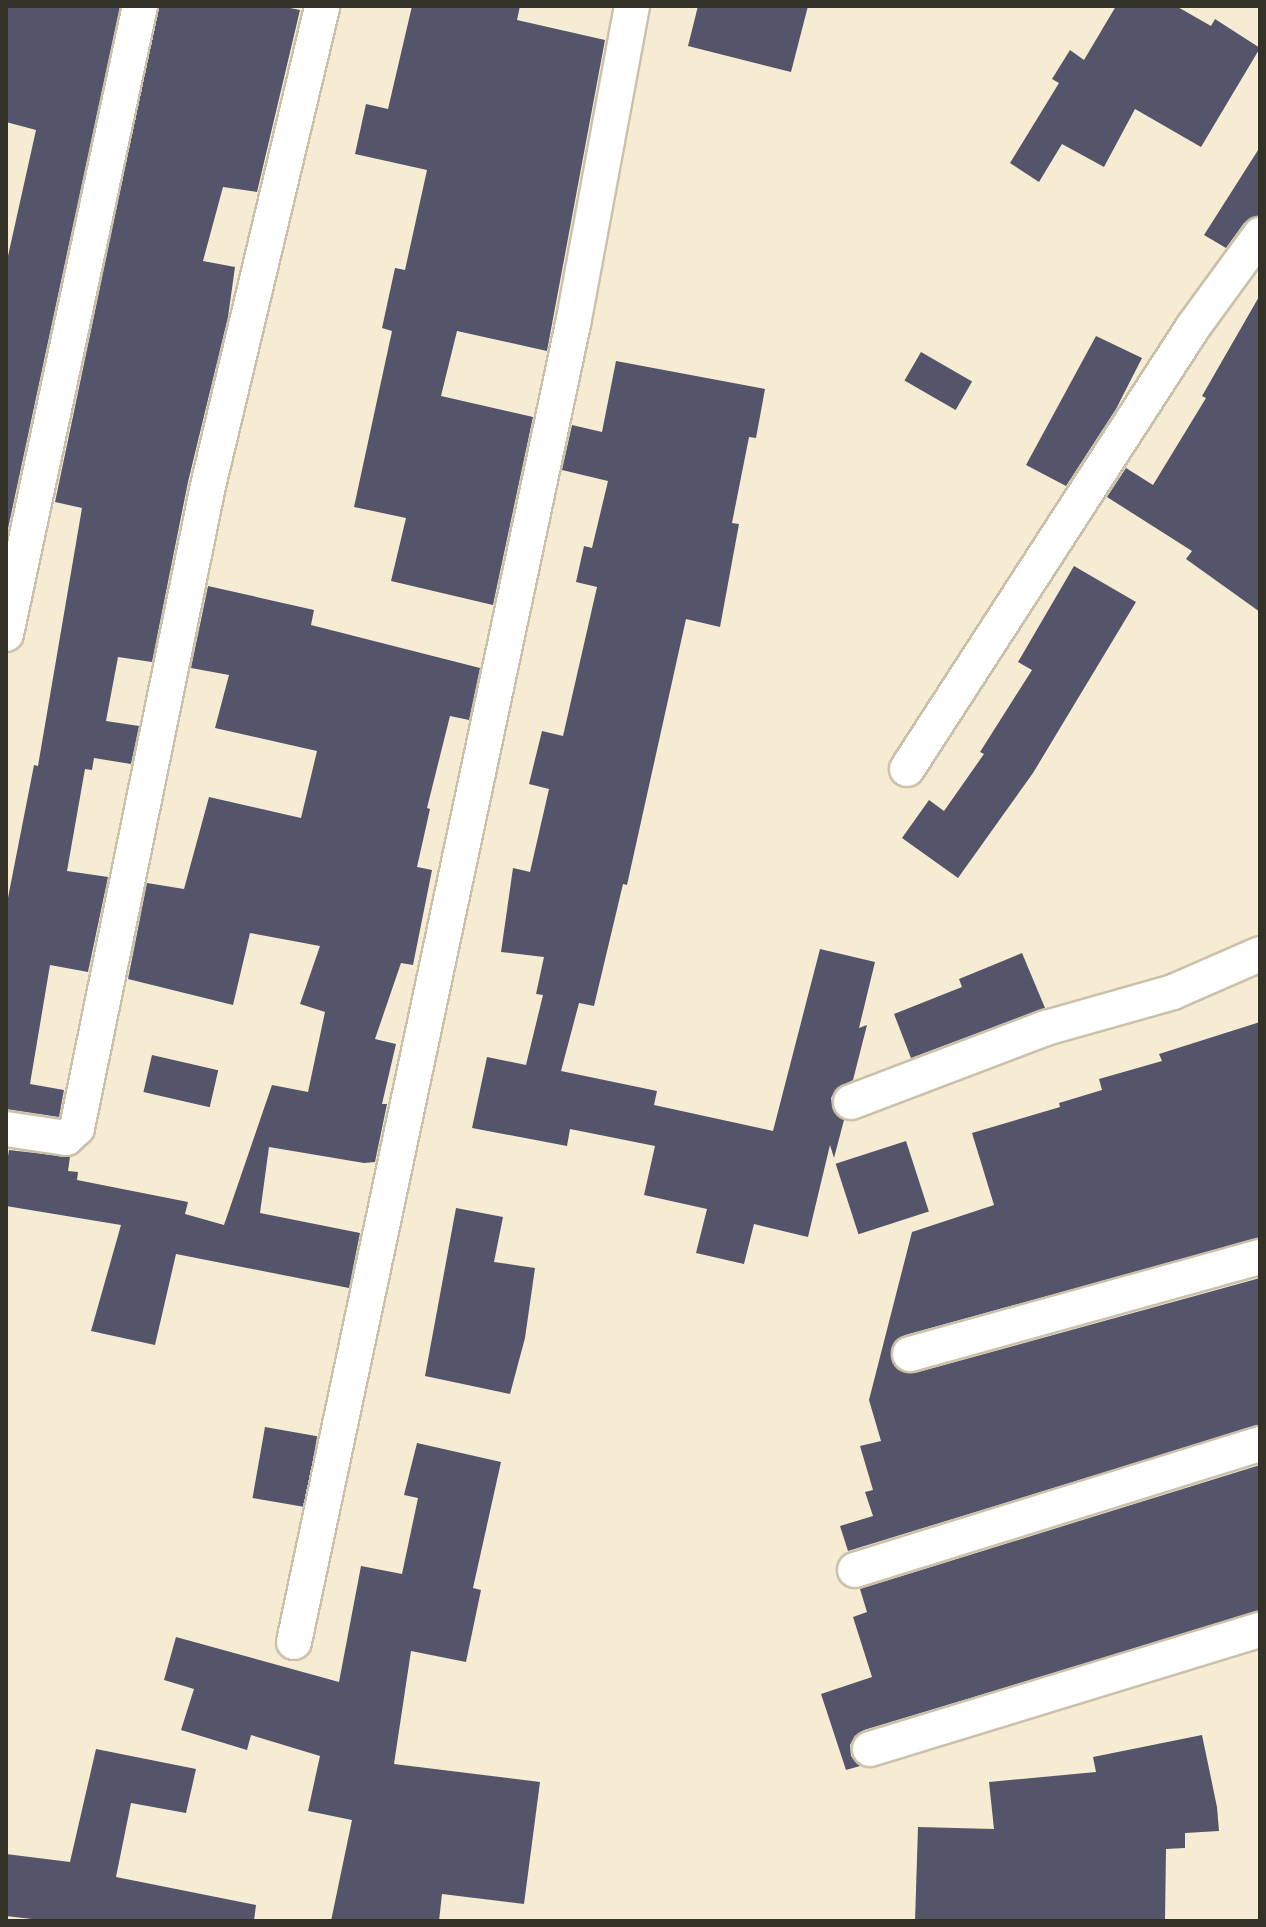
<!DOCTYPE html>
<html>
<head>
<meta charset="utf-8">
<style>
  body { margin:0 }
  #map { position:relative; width:1266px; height:1927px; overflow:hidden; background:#f6ecd4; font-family:"Playfair Display",serif }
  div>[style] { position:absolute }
  .building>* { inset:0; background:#54556a; transform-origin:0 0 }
  .roads { filter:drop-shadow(2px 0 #cac1aa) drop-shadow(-2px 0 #cac1aa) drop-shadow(0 2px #cac1aa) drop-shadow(0 -2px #cac1aa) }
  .minor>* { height:34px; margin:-17px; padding:0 17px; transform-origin:17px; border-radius:17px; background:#fff }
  span { translate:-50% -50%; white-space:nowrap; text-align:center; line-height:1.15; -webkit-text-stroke:8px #f6ecd4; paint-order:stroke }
  .frame { position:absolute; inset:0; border:8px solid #343127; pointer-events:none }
</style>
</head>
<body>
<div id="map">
  <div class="building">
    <i style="clip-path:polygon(6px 6px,120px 6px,6px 538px,6px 265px,36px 130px,6px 122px)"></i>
    <i style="clip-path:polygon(159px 6px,280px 6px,300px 10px,257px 192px,223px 187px,203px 261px,235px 267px,228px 317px,188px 482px,152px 662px,118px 657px,106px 721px,139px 726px,131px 764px,94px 758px,92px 770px,85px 769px,67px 871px,108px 877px,88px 972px,50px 965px,30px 1084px,64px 1090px,59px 1117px,6px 1109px,6px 908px,34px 765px,38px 766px,82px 508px,55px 502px)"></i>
    <i style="clip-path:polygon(412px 6px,520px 6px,517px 20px,605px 40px,547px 351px,457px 331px,441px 396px,533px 417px,493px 605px,391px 581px,406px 518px,354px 507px,392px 331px,382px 328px,395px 268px,405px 270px,427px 170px,355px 154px,366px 104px,388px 109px)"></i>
    <i style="clip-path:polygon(698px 6px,808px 6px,791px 72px,688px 46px)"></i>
    <i style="clip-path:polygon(1116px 6px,1176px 6px,1211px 26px,1215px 19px,1260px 48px,1201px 147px,1135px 109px,1104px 167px,1062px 144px,1039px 182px,1010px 163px,1059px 83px,1052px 79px,1070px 50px,1084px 60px)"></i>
    <i style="clip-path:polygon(1260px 147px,1260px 215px,1244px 223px,1226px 248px,1204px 235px)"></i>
    <i style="clip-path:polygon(1260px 295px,1260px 612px,1186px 559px,1192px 551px,1107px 497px,1126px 468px,1153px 485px,1206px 398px,1202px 396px)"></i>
    <i style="clip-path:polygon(1096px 336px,1142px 358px,1116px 409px,1066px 486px,1026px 465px)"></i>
    <i style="left:921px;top:352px;width:59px;height:33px;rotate:30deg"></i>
    <i style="clip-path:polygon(616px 361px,765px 389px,756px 438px,749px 437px,732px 523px,739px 524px,720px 627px,686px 619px,627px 885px,623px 884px,594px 1006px,579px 1003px,561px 1071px,657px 1091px,654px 1105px,773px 1131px,820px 949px,875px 962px,859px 1028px,867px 1025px,853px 1080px,836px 1089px,831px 1098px,833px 1110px,844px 1120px,834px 1158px,830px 1145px,808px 1237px,754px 1224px,744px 1264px,696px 1253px,707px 1209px,644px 1195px,655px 1146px,570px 1129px,567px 1146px,472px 1128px,487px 1057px,526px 1065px,543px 995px,536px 994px,544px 957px,501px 952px,513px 868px,530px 872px,549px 789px,529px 784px,542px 731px,563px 736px,597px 587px,576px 582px,584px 546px,592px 548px,608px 481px,562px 470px,572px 425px,602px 432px)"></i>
    <i style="clip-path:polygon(1074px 566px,1136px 602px,1033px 773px,958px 878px,902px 838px,929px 800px,944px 811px,984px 754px,980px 752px,1032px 670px,1018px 662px)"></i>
    <i style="clip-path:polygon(208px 586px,314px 610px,311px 625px,480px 668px,469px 720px,450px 716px,427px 808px,430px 809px,417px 867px,432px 870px,413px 965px,401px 963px,375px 1039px,396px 1044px,382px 1104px,387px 1104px,375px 1162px,364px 1163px,269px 1147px,260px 1213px,360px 1233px,349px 1288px,176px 1254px,155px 1345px,91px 1331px,121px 1225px,6px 1206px,6px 1168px,9px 1150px,70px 1157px,68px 1171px,78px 1172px,77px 1180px,188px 1202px,185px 1214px,224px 1225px,272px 1085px,308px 1092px,325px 1012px,300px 1004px,320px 946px,250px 933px,233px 1005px,128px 979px,147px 883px,184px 889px,209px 797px,301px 818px,317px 751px,215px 728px,229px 675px,191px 668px)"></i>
    <i style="clip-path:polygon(1022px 953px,1045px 1008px,911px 1058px,894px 1014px,962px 987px,959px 979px)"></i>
    <i style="clip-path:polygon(1260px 1022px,1260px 1238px,905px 1335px,895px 1341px,891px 1350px,897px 1369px,915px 1373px,1260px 1278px,1260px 1425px,848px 1551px,840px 1526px,873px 1516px,865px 1492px,873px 1490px,860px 1446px,881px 1441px,869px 1400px,912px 1232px,994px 1205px,972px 1133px,1060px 1107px,1059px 1103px,1102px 1090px,1099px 1079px,1162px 1061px,1159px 1054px)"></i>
    <i style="left:152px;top:1055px;width:68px;height:38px;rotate:13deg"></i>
    <i style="left:906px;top:1141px;width:74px;height:74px;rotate:72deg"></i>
    <i style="clip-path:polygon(456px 1208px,503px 1217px,494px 1262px,535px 1268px,525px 1338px,510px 1394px,425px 1376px)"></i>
    <i style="left:265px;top:1427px;width:53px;height:72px;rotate:10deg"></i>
    <i style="clip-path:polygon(417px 1443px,501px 1462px,473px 1588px,481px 1590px,466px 1662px,411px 1651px,394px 1764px,540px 1782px,524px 1904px,442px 1894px,439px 1921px,331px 1921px,352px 1820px,308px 1811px,320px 1756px,251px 1735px,247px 1750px,181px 1730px,194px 1689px,164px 1680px,176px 1637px,339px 1682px,361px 1566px,402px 1574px,418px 1498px,404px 1495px)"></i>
    <i style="clip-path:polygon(1260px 1465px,1260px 1611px,864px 1730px,855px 1736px,850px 1745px,851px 1756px,860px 1766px,846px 1770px,821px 1694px,872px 1677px,853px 1617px,867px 1612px,860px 1589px)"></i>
    <i style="clip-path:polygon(1202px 1735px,1217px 1807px,1219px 1831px,1185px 1833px,1185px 1848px,1166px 1849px,1165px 1921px,915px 1921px,918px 1827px,994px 1829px,989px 1782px,1096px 1772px,1093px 1757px)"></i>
    <i style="clip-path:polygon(96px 1749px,196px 1769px,186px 1813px,131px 1803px,116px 1877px,256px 1905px,254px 1921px,49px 1921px,6px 1916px,6px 1854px,70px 1862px)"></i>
  </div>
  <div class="roads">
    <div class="minor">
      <i style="left:6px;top:634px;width:642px;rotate:-77.96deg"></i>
      <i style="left:907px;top:769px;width:526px;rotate:-57.09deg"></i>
      <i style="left:1193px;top:327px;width:114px;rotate:-53.9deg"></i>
      <i style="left:851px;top:1102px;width:209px;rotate:-20.8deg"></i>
      <i style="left:1046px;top:1028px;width:132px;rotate:-15.8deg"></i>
      <i style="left:1173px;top:992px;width:95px;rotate:-23.6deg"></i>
      <i style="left:6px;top:1129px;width:61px;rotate:8.5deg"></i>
      <i style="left:66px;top:1138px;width:15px;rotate:-42deg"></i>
      <i style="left:77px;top:1128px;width:655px;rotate:-78.47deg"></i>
      <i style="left:208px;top:486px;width:493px;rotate:-76.6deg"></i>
      <i style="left:910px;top:1354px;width:363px;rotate:-15.5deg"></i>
      <i style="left:855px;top:1570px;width:424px;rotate:-17.3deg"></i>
      <i style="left:294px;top:1642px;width:1352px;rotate:-78.05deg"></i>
      <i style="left:574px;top:319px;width:318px;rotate:-79.5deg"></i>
      <i style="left:870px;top:1749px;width:408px;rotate:-17deg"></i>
    </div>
  </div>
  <div class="frame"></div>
</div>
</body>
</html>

· · · ·

● Exercise objective: Output the records above as they stand, from the first line to the line with "filter:drop-shadow(2px 0 #cac1aa)", inclusive, and exclude the pictures.

● Answer section:
<!DOCTYPE html>
<html>
<head>
<meta charset="utf-8">
<style>
  body { margin:0 }
  #map { position:relative; width:1266px; height:1927px; overflow:hidden; background:#f6ecd4; font-family:"Playfair Display",serif }
  div>[style] { position:absolute }
  .building>* { inset:0; background:#54556a; transform-origin:0 0 }
  .roads { filter:drop-shadow(2px 0 #cac1aa) drop-shadow(-2px 0 #cac1aa) drop-shadow(0 2px #cac1aa) drop-shadow(0 -2px #cac1aa) }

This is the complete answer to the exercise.